──────── Data

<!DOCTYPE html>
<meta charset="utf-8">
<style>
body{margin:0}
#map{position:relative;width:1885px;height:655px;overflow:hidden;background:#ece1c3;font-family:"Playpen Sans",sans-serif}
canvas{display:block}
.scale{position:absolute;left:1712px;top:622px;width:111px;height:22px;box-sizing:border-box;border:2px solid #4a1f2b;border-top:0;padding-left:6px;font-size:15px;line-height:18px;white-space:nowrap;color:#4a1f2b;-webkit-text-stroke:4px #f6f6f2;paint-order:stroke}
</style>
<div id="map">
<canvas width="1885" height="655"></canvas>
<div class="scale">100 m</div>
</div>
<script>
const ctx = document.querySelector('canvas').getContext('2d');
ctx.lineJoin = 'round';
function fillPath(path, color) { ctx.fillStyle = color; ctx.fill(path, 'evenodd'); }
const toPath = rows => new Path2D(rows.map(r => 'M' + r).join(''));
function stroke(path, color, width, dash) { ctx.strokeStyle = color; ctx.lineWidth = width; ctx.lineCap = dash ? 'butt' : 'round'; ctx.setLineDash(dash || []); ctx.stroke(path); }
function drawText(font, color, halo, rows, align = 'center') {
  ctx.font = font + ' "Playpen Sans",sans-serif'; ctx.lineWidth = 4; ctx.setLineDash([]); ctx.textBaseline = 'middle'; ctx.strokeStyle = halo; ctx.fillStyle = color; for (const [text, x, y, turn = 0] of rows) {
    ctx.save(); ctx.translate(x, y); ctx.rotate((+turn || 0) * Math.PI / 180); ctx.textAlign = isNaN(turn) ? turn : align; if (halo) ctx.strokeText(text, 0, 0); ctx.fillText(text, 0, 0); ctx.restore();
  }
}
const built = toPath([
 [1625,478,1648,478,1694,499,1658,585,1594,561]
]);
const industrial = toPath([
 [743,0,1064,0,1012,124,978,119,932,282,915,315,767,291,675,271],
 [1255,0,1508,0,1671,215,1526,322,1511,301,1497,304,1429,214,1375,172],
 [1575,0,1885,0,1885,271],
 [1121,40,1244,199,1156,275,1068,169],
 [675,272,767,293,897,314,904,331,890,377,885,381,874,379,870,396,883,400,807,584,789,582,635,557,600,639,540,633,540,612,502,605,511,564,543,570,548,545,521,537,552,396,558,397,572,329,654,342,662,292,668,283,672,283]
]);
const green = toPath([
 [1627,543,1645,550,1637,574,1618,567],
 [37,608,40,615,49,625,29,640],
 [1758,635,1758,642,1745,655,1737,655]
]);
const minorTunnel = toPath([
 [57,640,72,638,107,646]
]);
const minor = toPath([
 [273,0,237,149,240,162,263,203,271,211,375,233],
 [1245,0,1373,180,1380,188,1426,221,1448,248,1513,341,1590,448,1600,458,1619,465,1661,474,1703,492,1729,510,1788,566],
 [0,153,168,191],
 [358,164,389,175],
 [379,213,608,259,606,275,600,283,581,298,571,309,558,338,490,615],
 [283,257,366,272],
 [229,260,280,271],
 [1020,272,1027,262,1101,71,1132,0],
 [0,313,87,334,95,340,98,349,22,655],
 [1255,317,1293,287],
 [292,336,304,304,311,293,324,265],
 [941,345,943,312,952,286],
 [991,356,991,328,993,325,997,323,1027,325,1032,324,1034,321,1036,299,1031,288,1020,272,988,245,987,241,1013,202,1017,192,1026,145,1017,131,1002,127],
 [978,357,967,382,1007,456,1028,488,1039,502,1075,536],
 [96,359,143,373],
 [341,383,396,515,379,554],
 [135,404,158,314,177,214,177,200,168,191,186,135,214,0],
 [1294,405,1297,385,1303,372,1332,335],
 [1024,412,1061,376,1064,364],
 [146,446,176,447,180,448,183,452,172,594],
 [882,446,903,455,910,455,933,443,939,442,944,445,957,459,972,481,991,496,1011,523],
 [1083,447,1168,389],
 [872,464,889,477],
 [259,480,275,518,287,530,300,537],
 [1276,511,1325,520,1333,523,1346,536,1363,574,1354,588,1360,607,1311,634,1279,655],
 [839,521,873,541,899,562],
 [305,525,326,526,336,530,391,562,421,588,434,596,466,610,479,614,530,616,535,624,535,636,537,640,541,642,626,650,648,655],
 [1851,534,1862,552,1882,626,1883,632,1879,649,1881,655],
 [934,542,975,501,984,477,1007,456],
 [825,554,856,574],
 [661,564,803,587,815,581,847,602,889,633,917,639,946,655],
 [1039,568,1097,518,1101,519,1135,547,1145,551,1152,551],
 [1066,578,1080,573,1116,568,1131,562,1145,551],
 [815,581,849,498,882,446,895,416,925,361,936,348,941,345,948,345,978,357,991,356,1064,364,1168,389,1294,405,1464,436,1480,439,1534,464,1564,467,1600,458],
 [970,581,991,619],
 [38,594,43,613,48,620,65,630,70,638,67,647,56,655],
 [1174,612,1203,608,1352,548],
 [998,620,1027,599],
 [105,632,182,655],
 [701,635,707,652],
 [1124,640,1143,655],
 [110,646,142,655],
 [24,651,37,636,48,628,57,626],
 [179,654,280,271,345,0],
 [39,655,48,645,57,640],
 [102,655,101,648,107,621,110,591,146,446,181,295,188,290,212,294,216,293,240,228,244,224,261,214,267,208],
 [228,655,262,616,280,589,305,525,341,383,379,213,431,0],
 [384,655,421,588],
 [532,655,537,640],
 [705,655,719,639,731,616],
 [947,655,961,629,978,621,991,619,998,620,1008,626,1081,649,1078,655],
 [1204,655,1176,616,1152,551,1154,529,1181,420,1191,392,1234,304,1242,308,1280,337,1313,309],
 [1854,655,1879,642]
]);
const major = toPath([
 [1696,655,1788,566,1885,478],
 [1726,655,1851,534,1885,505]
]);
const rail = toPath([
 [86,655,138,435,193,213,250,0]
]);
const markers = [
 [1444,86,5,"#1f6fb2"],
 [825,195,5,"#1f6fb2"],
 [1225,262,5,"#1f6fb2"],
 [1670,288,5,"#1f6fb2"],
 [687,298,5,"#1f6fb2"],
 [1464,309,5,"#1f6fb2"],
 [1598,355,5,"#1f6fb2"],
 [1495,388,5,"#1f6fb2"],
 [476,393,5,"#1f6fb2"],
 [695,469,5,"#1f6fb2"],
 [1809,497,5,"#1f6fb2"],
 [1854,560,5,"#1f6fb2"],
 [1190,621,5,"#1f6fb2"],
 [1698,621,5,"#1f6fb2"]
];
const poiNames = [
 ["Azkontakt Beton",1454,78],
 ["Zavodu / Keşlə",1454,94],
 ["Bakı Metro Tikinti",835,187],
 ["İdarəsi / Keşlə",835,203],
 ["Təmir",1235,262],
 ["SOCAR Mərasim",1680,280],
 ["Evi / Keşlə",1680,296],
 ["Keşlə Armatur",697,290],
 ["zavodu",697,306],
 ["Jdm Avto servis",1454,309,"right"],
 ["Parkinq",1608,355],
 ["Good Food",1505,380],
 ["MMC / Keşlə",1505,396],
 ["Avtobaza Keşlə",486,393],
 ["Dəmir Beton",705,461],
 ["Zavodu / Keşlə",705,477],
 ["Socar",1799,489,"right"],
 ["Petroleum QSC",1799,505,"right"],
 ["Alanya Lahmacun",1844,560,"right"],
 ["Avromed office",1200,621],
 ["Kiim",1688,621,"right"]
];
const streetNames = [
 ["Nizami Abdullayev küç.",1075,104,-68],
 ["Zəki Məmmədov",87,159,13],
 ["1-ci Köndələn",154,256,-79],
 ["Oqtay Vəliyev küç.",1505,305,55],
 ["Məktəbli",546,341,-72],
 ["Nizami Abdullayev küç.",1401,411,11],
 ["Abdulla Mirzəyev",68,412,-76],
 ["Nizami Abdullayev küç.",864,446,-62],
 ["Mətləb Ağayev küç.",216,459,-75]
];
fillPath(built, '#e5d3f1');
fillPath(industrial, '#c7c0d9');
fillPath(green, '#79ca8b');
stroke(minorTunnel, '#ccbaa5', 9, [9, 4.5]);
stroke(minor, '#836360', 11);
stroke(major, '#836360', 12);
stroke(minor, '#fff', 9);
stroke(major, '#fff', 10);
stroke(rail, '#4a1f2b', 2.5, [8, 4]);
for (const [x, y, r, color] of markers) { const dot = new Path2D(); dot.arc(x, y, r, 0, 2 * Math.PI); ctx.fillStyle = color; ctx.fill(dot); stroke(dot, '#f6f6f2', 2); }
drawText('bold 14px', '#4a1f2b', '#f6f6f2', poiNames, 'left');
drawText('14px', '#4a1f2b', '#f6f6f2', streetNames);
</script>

────────────────

## The task
Every line above with the word "strokeStyle" belongs in the answer, copied as written.

## Answer to the problem
function stroke(path, color, width, dash) { ctx.strokeStyle = color; ctx.lineWidth = width; ctx.lineCap = dash ? 'butt' : 'round'; ctx.setLineDash(dash || []); ctx.stroke(path); }
  ctx.font = font + ' "Playpen Sans",sans-serif'; ctx.lineWidth = 4; ctx.setLineDash([]); ctx.textBaseline = 'middle'; ctx.strokeStyle = halo; ctx.fillStyle = color; for (const [text, x, y, turn = 0] of rows) {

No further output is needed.